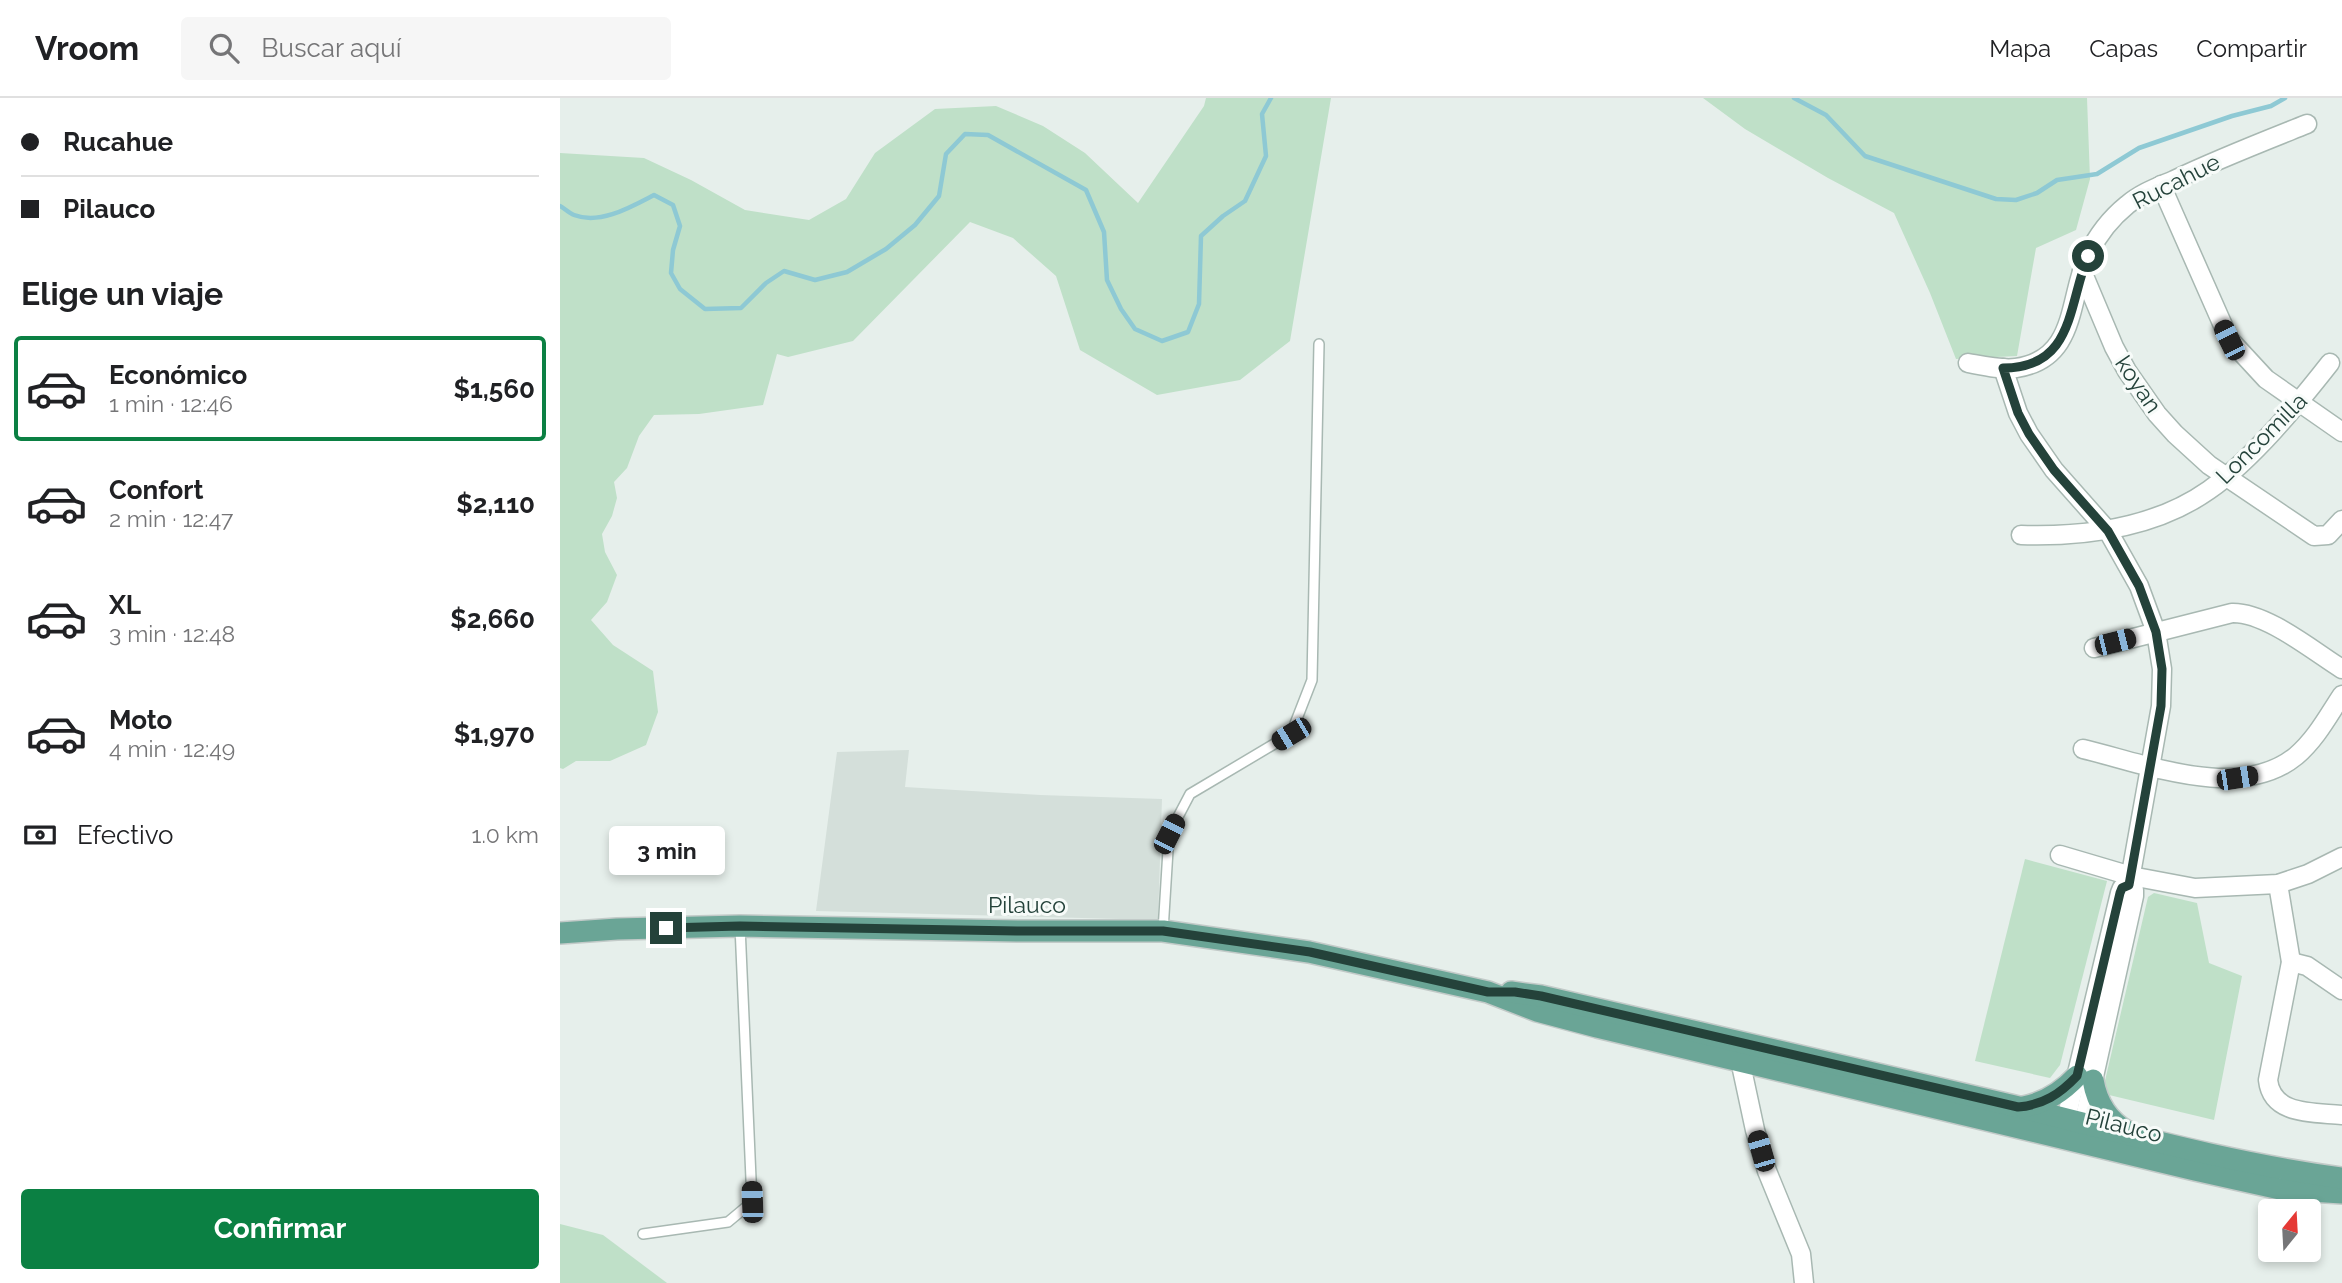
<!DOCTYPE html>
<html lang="es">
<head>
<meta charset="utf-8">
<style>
  :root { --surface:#fff; --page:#f6f6f6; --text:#202124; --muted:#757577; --line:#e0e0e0; --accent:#0b8043 }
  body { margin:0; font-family:Raleway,sans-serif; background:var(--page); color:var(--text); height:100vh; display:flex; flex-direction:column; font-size:26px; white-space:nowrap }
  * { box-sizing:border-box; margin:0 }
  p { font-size:23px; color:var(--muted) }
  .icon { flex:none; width:38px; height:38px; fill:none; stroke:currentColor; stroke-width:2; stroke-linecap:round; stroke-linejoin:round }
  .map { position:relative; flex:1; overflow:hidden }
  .drawer { display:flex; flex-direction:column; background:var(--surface); width:560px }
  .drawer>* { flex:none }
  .hud { display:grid; align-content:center; height:154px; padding:0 21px; background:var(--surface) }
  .needle { width:46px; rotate:18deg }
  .buttons { position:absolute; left:1698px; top:1101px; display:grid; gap:14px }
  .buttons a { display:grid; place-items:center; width:63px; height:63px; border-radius:7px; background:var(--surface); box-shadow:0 4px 10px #0003; font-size:35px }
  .end { position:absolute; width:32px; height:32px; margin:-16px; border:9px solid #24423a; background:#fff; box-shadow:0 0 0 4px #fff }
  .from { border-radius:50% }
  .bubble { position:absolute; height:49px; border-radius:7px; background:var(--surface); box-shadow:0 4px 10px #0003; font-size:23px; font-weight:700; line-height:49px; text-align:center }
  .car { position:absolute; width:21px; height:42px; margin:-21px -10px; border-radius:9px; box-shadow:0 0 5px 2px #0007; background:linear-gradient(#222 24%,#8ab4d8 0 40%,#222 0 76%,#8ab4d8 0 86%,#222 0) }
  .hud b { display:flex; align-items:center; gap:24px; height:66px; font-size:26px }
  .hud b+b { border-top:2px solid var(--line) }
  .hud i { width:18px; height:18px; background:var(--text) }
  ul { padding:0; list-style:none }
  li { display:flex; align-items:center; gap:21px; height:105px; margin:0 14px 10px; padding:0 7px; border:4px solid transparent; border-radius:7px }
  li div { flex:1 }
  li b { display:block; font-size:26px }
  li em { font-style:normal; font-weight:700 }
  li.current { border-color:var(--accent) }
  li>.icon { width:63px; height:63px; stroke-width:1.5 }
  h2 { padding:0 21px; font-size:32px; line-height:84px }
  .pay { display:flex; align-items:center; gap:18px; height:77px; padding:0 21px; font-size:26px }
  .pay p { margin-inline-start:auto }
  .primary-button { display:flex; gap:14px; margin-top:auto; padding:14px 21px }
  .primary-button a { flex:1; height:80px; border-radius:7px; background:var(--accent); color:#fff; font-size:28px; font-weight:700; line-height:80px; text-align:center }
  header { display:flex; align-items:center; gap:42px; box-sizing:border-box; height:98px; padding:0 35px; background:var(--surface); border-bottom:2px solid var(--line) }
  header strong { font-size:33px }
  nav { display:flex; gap:38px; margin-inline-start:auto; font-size:24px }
  .search { width:490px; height:63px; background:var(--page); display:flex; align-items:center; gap:18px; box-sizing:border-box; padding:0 24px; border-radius:7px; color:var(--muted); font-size:26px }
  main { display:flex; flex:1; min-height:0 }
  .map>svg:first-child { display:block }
  .built { fill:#d4dfda }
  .green { fill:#bfe0c8 }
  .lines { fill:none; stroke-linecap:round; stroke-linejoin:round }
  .stream { stroke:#8ec9d4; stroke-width:4.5 }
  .service-casing { stroke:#a8b8b2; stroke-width:12 }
  .minor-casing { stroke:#a8b8b2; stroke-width:21 }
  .primary-casing { stroke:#c2cac8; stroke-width:24 }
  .service { stroke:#fff; stroke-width:9 }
  .minor { stroke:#fff; stroke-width:18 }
  .primary { stroke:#6aa596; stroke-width:21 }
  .route { stroke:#24423a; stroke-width:9 }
  .labels { text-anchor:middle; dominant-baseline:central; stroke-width:6; stroke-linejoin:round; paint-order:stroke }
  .street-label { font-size:23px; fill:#24423a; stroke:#f7fbf9 }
</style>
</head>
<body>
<header>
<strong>Vroom</strong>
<div class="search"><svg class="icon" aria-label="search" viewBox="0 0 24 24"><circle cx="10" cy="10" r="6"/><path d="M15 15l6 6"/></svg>Buscar aquí</div>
<nav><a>Mapa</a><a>Capas</a><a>Compartir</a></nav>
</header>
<main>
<section class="drawer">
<div class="hud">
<b><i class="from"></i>Rucahue</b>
<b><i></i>Pilauco</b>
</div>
<h2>Elige un viaje</h2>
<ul>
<li class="current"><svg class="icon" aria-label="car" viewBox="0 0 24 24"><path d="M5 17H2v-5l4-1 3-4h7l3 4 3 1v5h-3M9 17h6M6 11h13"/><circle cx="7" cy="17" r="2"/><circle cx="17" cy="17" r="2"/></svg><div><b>Económico</b><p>1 min · 12:46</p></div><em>$1,560</em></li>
<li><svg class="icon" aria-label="car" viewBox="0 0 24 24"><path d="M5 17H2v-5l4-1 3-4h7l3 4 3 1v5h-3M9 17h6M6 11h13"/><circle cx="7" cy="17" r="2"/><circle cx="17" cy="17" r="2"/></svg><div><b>Confort</b><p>2 min · 12:47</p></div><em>$2,110</em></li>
<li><svg class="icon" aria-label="car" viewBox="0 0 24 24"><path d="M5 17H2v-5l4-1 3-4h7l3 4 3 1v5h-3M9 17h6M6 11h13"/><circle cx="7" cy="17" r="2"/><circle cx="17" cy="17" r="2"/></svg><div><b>XL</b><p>3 min · 12:48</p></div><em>$2,660</em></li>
<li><svg class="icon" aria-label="car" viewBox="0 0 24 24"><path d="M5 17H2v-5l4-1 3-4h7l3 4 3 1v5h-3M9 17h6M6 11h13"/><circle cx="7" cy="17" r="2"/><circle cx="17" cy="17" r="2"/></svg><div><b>Moto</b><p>4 min · 12:49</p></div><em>$1,970</em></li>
</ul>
<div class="pay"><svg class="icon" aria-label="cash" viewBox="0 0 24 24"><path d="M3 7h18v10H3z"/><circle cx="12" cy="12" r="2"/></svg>Efectivo<p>1.0 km</p></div>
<div class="primary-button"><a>Confirmar</a></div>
</section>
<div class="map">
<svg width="1782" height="1185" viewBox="0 0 1782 1185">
  <rect width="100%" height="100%" fill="#e6efeb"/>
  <polygon class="built" points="349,652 345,689 480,697 602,701 598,822 256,813 277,654"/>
  <g class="green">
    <polygon points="646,0 771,0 730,243 680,282 597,297 520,252 496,178 453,140 410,124 293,243 228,259 217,256 203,307 139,316 94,317 79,338 67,370 54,384 57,400 52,418 42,436 45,454 57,477 47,504 31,522 53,547 93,573 98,614 86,647 50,663 16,663 3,671 0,670 0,55 84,60 131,82 185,112 249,122 286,101 315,55 375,11 436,8 483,28 525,55 578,105 644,8"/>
    <polygon points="1143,0 1527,0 1530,81 1516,132 1476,150 1457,258 1396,261 1370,195 1334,115 1268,80 1185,31"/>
    <polygon points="1465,761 1547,783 1500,967 1490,980 1415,963"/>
    <polygon points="1594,795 1637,805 1649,865 1682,878 1654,1022 1549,997 1544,987 1588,799"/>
    <polygon points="0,1126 43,1137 107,1185 0,1185"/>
  </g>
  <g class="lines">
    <g class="stream">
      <polyline points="1234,0 1266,17 1305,58 1436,101 1456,102 1477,95 1497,82 1537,76 1579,50 1672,18 1711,8 1725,0"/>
      <path d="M0,108C4,110 9,115 14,117C40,127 71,109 94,97L113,107L120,128L113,152L111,175L120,191L145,211L181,210L206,185L224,173L255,182L287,174L326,151L355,127L379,98L386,56L405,36L428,37L526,92L544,134L547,182L561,211L575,231L602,243L628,234L639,206L641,138L663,118L685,103L706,58L702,16L711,0"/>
    </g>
    <defs>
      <g id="service">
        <polyline points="603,833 609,736 630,696 731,636 752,582 759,246"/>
        <polyline points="83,1136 168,1124 192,1104 180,828"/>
      </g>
      <g id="minor">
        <polyline points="1601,87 1669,241 1706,281 1782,334"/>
        <polyline points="1522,173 1554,249 1567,273 1597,316 1615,336 1649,367 1754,438 1768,437 1782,422"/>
        <path d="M1408,265C1424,268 1441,272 1456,270C1518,261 1508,200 1528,157C1537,138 1551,120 1567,107C1581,95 1598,89 1614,82C1658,61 1702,44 1747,26"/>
        <polyline points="1443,270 1458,315 1469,336 1494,372 1548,433 1579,488 1596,534 1602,571 1601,608 1569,787 1574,792 1574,798 1521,1037"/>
        <path d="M1461,437C1526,439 1595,430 1649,392C1693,361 1737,307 1770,265"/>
        <path d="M1534,550L1672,515C1706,514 1753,553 1782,571"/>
        <path d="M1523,651C1586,666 1680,704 1736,658C1756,641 1768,618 1782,597"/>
        <polyline points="1500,757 1571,778 1635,790 1718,786 1748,776 1782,759"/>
        <path d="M1718,786L1731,864L1708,982C1712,1018 1754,1014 1782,1017"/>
        <polyline points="1731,864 1747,868 1782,892"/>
        <polyline points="1180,962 1195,1032 1207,1073 1241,1156 1244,1185"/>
        <polyline points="1503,1034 1560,795 1562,790 1569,787"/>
      </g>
      <g id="primary">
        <polyline points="0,835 57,831 180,828 457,833 603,833 749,854 928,894 977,913 1037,929 1635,1072 1720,1091 1782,1095"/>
        <path d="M951,894L981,898C1136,934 1291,969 1446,1006C1557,1033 1668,1065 1782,1080"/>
        <path d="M1533,982C1537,1005 1548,1023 1568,1034"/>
        <path d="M1463,1009C1485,1005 1502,994 1517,978"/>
      </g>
    </defs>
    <use href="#service" class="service-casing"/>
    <use href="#minor" class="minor-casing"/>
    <use href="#primary" class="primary-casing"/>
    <use href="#service" class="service"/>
    <use href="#minor" class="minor"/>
    <use href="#primary" class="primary"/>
  </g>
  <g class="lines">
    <path class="route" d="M106,830L180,828L457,833H603L750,854L928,894H955L981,898L1458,1009C1483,1007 1500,996 1517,978L1560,795L1562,790L1569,787L1601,608L1602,571L1596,534L1579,488L1548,433L1494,372L1469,336L1458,315L1443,270C1514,270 1508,207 1528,158"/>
  </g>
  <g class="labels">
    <g class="street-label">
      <text transform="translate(1616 83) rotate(-27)">Rucahue</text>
      <text transform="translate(1579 286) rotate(56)">koyan</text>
      <text transform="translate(1701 340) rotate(-45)">Loncomilla</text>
      <text x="467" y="806">Pilauco</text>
      <text transform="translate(1564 1027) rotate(14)">Pilauco</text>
    </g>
  </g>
</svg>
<div class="buttons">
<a><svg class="needle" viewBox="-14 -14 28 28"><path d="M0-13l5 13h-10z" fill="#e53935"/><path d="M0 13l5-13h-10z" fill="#757577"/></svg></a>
</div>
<i class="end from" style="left:1528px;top:158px"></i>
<i class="end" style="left:106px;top:830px"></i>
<div class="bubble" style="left:49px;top:728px;width:116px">3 min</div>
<i class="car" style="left:1669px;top:242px;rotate:334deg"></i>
<i class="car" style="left:1555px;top:544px;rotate:76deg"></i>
<i class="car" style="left:731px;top:636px;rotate:239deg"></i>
<i class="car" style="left:1677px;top:680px;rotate:81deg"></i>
<i class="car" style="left:609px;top:736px;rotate:27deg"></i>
<i class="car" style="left:1201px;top:1053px;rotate:344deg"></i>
<i class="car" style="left:192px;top:1104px;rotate:358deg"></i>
</div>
</main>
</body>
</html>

* _EXERCISE BRIEF_
Could you find every line in the records above that contains the word "linecap" and copy it?

* _EXPECTED ANSWER_
  .icon { flex:none; width:38px; height:38px; fill:none; stroke:currentColor; stroke-width:2; stroke-linecap:round; stroke-linejoin:round }
  .lines { fill:none; stroke-linecap:round; stroke-linejoin:round }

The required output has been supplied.